(Entries supplied Opens)
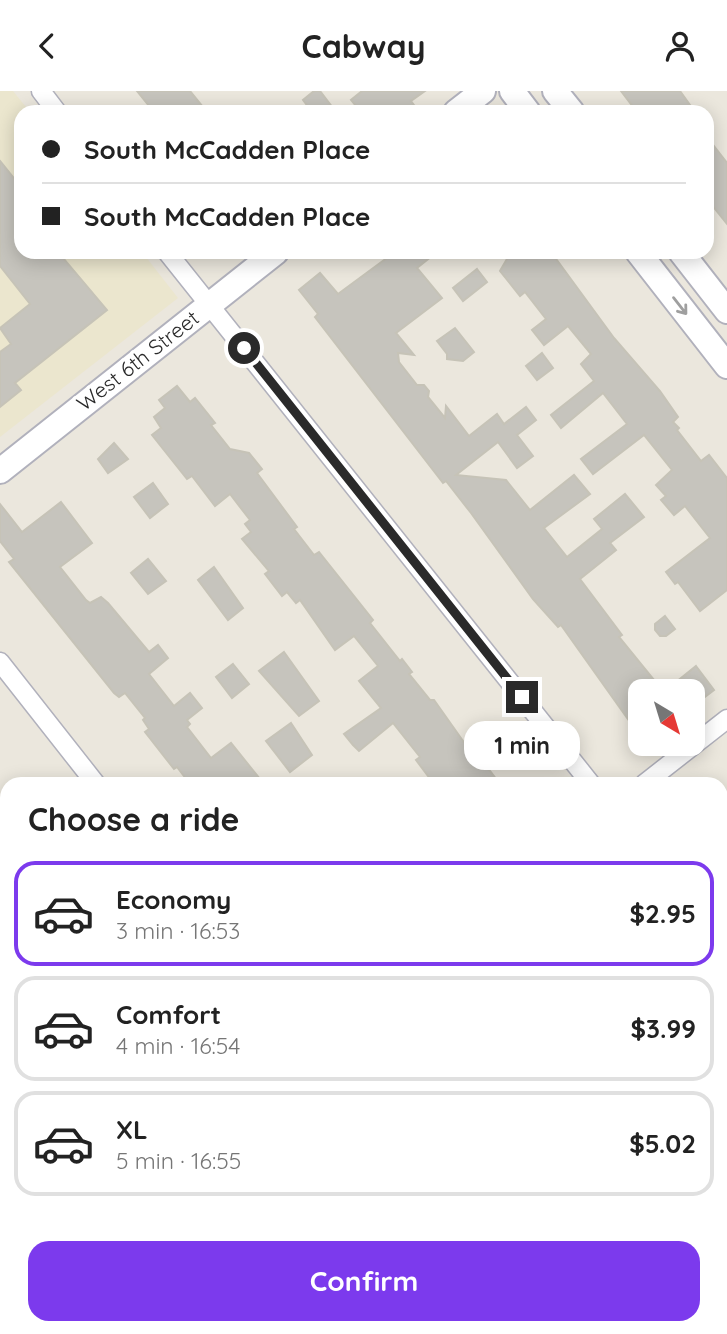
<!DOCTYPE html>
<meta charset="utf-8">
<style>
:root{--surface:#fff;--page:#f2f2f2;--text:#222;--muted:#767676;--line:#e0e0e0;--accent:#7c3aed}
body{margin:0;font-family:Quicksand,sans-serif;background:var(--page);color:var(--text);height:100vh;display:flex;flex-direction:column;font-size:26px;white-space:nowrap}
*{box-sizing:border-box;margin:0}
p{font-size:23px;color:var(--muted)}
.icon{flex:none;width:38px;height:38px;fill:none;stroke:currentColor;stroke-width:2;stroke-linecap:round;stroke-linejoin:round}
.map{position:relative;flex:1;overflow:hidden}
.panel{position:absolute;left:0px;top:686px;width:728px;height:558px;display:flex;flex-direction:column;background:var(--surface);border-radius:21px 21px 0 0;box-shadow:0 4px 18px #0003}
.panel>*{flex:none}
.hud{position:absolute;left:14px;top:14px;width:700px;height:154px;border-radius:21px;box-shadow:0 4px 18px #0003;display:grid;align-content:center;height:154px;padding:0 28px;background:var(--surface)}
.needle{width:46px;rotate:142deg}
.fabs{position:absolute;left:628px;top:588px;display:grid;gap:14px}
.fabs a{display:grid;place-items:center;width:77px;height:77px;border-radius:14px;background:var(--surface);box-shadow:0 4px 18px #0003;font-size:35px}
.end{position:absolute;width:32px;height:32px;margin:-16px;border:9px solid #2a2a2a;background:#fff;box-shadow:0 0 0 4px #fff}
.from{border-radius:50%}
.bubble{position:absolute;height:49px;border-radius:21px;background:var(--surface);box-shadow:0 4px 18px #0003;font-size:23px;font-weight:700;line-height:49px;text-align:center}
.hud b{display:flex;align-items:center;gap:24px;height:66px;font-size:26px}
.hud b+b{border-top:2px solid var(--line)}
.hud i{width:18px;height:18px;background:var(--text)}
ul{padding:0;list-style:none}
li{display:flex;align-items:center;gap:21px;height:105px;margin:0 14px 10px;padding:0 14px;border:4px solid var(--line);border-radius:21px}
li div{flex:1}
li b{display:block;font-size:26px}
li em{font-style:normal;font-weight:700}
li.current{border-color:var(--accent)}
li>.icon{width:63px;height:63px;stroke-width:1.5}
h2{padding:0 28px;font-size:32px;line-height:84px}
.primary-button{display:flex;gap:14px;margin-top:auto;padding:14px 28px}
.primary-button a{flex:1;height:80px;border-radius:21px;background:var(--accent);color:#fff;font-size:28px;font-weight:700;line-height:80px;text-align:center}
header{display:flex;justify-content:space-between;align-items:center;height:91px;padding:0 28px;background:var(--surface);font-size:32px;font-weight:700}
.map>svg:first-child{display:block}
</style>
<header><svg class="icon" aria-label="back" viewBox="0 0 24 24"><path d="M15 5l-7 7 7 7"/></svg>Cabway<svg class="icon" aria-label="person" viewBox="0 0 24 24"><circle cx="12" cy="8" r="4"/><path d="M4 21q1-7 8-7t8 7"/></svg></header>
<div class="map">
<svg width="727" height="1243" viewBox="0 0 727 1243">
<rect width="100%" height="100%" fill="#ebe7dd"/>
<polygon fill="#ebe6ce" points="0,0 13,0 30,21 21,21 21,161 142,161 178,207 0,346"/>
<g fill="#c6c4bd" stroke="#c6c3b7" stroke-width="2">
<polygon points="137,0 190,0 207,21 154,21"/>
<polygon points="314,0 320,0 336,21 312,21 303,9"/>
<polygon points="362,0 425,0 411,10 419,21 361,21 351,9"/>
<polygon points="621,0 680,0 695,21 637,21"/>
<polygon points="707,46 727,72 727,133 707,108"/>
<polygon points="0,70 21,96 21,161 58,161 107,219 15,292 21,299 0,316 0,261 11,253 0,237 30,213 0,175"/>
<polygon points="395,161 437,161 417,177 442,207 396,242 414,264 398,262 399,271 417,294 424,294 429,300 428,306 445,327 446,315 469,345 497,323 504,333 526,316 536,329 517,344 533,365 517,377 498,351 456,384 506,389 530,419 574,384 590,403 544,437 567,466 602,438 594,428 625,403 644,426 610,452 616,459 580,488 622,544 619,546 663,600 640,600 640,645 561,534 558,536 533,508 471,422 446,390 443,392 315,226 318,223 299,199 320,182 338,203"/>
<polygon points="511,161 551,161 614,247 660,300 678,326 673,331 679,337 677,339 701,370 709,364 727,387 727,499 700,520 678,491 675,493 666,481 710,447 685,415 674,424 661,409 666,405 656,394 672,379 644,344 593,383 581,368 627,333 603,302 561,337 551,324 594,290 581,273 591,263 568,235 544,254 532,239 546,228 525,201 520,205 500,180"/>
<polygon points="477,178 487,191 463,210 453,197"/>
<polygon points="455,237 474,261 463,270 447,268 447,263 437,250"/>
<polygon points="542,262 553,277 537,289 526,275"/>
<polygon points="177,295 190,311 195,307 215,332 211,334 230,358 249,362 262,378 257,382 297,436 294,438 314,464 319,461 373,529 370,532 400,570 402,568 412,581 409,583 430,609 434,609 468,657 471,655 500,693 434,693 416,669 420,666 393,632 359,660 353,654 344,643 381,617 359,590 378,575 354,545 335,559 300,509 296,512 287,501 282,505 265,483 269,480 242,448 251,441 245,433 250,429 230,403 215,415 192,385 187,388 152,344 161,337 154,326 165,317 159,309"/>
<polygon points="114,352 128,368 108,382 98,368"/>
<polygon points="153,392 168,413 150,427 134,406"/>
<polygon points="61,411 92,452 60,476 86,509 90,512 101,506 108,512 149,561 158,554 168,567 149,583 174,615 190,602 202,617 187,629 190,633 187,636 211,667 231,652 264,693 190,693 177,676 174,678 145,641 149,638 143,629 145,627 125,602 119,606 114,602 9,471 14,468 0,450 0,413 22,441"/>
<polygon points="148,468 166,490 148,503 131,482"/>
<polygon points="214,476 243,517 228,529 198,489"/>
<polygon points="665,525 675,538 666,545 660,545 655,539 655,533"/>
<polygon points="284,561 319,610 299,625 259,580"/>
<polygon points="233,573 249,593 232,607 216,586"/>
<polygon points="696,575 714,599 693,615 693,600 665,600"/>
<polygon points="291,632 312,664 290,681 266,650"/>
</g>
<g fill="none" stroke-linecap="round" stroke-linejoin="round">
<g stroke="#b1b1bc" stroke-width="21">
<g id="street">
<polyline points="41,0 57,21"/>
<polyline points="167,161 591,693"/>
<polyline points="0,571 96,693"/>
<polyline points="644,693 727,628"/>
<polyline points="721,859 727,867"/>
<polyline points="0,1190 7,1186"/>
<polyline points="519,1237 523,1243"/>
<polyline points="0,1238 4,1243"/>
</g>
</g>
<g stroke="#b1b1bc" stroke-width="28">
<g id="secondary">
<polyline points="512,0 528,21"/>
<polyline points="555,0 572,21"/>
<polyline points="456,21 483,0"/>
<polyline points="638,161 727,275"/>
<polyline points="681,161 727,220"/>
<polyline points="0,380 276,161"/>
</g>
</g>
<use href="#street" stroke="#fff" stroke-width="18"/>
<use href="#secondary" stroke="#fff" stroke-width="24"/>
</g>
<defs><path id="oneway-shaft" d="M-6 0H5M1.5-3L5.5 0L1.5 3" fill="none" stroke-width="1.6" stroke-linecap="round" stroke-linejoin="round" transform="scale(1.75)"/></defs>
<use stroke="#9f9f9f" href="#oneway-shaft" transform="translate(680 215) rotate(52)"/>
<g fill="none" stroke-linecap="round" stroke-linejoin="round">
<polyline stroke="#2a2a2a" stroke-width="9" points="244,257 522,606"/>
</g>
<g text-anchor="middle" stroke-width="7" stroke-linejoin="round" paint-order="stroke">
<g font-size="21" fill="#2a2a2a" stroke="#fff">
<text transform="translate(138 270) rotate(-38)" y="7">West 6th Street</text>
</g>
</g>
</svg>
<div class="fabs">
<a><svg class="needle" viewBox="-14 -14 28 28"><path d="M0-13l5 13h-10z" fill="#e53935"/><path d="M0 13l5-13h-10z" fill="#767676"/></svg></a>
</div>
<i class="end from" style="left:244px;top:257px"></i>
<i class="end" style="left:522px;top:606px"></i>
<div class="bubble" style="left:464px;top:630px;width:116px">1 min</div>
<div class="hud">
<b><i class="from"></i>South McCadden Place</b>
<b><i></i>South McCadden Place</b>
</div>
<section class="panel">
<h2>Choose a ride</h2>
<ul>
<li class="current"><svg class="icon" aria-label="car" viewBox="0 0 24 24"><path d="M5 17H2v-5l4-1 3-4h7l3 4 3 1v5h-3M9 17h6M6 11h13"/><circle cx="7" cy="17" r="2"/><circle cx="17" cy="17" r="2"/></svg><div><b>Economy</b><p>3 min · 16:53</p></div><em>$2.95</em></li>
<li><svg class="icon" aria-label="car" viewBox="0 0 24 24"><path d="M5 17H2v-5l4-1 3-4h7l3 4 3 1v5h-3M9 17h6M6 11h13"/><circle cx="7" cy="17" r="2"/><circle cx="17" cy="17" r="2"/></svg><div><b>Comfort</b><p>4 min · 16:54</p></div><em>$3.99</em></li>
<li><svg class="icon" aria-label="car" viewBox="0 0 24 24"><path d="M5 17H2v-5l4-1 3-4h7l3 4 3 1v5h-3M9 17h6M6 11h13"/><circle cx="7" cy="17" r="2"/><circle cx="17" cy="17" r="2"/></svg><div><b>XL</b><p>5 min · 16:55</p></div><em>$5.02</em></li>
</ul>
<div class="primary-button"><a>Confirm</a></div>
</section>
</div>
(Entries supplied Closes)
(Entries supplied Opens)
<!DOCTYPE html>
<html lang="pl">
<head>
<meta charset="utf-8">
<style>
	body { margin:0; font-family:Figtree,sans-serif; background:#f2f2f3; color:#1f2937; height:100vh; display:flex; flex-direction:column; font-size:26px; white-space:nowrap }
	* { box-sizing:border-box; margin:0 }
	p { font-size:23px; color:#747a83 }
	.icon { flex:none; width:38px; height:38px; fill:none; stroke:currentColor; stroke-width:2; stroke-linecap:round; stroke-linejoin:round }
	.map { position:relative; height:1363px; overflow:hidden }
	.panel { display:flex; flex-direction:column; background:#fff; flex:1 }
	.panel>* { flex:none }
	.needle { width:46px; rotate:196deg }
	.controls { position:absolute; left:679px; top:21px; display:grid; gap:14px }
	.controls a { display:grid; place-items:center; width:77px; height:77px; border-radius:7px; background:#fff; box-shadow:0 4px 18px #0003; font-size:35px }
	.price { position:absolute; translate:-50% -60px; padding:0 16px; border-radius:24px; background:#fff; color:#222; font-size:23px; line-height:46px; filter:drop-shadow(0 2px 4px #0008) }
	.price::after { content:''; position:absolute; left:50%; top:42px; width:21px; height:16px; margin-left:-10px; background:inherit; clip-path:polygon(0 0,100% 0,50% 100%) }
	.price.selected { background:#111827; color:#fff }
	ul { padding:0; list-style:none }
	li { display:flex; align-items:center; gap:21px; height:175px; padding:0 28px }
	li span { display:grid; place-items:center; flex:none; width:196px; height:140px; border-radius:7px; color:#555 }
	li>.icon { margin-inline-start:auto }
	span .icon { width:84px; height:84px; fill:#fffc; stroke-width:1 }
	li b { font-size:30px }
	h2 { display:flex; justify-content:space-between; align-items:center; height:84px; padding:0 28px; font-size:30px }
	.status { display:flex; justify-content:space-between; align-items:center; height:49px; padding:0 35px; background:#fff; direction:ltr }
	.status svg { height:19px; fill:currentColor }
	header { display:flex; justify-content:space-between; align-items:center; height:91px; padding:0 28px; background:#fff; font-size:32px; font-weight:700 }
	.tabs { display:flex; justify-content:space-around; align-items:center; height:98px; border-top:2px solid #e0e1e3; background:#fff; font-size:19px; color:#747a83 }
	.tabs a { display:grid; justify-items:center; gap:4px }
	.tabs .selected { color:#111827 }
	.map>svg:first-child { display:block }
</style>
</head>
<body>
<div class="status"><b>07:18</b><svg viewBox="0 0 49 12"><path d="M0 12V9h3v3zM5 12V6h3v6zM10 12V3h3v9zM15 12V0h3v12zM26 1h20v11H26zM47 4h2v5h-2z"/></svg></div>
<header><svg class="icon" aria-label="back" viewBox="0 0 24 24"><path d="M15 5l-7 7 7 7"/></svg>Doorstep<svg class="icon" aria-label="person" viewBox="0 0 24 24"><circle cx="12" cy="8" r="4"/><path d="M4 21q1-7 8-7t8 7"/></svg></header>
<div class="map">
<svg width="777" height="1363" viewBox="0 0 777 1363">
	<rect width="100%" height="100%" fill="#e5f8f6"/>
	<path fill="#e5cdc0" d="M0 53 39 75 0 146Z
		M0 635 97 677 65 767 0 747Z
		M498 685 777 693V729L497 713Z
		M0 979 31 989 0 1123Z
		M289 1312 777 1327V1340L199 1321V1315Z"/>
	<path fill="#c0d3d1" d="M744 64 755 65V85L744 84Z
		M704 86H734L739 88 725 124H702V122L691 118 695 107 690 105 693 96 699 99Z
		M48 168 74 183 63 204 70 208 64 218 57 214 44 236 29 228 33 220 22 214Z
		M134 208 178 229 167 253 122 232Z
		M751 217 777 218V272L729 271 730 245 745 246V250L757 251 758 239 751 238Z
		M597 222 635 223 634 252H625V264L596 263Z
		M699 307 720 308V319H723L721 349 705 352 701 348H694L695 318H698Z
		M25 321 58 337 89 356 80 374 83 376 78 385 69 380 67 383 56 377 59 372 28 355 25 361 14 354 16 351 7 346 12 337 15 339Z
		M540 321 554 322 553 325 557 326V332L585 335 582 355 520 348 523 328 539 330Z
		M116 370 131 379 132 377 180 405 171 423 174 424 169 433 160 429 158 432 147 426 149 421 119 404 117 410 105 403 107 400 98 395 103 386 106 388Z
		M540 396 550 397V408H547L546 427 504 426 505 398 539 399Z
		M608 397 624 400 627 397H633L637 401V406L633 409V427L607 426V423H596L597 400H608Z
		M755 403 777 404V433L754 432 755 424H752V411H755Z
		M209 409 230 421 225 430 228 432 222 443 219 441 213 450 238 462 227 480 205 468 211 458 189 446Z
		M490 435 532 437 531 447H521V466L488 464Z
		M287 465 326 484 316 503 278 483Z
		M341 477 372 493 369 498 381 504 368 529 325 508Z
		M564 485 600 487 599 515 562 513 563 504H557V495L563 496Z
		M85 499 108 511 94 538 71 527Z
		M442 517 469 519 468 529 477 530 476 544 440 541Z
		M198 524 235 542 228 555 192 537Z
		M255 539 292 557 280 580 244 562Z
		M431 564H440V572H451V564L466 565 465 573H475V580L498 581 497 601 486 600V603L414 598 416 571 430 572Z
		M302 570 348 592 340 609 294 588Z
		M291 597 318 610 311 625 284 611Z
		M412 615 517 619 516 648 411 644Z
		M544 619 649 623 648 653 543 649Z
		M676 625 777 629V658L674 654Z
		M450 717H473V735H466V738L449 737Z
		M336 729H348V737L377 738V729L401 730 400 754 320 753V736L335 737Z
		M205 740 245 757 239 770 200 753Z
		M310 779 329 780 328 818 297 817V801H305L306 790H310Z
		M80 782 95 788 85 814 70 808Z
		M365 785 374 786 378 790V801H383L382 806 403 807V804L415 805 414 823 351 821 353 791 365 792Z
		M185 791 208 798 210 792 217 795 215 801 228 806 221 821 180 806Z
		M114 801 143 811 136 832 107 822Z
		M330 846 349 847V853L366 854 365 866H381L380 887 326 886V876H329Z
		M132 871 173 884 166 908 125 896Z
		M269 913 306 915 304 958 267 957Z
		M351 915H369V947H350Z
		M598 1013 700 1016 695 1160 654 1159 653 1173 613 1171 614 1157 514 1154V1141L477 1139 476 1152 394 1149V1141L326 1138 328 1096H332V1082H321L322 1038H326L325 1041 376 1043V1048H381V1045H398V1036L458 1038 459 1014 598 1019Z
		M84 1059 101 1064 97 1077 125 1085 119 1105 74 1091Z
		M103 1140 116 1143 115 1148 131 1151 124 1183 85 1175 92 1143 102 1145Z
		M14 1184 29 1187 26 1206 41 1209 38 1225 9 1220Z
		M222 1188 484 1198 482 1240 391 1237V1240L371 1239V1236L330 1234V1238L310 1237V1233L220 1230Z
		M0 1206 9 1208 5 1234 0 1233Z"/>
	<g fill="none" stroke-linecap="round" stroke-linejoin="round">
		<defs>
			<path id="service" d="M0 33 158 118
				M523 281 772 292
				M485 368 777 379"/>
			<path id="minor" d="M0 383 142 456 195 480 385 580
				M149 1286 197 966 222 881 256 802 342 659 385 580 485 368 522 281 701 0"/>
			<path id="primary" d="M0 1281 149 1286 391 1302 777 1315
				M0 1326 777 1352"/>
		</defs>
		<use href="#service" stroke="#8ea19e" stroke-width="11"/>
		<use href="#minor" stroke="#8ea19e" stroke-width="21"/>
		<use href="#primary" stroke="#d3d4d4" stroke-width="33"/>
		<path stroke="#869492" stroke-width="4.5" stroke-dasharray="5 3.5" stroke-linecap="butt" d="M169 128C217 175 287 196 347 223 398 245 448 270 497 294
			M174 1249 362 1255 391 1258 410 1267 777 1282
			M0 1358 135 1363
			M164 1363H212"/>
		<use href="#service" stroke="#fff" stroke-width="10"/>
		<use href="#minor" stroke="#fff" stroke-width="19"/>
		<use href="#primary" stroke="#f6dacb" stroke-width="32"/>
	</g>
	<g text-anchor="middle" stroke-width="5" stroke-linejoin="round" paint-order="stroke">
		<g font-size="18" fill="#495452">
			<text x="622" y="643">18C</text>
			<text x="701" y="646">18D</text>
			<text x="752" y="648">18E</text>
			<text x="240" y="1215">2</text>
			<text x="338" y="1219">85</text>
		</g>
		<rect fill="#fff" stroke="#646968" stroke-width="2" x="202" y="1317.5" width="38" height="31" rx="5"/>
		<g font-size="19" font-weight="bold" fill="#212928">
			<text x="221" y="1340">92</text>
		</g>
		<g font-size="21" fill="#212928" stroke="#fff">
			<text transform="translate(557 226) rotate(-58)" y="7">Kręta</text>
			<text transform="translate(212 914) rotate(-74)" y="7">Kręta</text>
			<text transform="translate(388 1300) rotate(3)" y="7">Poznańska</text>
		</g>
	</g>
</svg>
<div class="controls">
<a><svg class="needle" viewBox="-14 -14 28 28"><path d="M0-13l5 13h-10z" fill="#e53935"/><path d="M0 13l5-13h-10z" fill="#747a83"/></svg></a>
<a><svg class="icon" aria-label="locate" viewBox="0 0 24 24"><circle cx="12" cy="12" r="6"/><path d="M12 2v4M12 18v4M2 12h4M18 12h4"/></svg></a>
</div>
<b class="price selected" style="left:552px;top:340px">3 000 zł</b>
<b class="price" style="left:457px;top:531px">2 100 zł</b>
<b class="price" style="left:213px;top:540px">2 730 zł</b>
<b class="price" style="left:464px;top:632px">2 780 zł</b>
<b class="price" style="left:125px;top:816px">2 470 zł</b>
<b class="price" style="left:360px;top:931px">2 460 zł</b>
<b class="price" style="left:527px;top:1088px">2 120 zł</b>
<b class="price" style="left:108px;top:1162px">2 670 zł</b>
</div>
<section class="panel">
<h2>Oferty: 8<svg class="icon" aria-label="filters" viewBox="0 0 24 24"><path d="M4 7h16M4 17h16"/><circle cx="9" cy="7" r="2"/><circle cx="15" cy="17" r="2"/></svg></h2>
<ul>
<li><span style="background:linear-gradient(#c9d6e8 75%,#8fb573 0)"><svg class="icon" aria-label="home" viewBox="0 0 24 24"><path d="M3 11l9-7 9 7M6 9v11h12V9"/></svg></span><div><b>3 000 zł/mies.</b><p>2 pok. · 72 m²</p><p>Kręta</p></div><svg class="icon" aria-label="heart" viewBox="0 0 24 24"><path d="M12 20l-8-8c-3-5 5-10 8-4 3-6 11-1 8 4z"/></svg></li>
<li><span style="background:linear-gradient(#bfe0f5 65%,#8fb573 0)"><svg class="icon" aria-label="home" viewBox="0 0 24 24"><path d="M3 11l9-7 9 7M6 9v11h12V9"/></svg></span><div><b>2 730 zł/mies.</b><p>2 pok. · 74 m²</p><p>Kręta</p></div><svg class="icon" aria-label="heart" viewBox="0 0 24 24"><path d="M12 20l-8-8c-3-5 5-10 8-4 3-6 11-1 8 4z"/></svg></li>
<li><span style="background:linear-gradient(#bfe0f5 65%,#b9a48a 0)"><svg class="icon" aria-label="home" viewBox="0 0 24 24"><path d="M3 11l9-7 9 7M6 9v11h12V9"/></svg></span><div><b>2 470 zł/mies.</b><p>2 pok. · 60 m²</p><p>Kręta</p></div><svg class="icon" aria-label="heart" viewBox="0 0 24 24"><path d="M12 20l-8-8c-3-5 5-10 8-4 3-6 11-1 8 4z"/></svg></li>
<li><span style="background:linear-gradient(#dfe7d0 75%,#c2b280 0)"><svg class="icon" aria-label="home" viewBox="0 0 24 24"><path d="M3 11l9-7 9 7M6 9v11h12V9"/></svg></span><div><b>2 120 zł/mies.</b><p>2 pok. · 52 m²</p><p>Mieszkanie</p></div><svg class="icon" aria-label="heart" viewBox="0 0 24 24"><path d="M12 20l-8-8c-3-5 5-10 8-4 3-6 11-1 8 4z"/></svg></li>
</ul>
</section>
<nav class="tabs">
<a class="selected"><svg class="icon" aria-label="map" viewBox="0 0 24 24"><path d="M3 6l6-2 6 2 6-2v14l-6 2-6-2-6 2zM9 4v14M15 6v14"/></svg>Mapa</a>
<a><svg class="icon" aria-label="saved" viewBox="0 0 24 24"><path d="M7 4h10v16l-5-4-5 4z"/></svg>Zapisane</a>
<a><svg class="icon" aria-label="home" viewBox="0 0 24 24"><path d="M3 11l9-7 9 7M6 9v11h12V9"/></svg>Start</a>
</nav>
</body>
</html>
(Entries supplied Closes)
▸ Task brief:
Line count for "person": determine it from the data and answer with the number by itself.

▸ Written answer:
2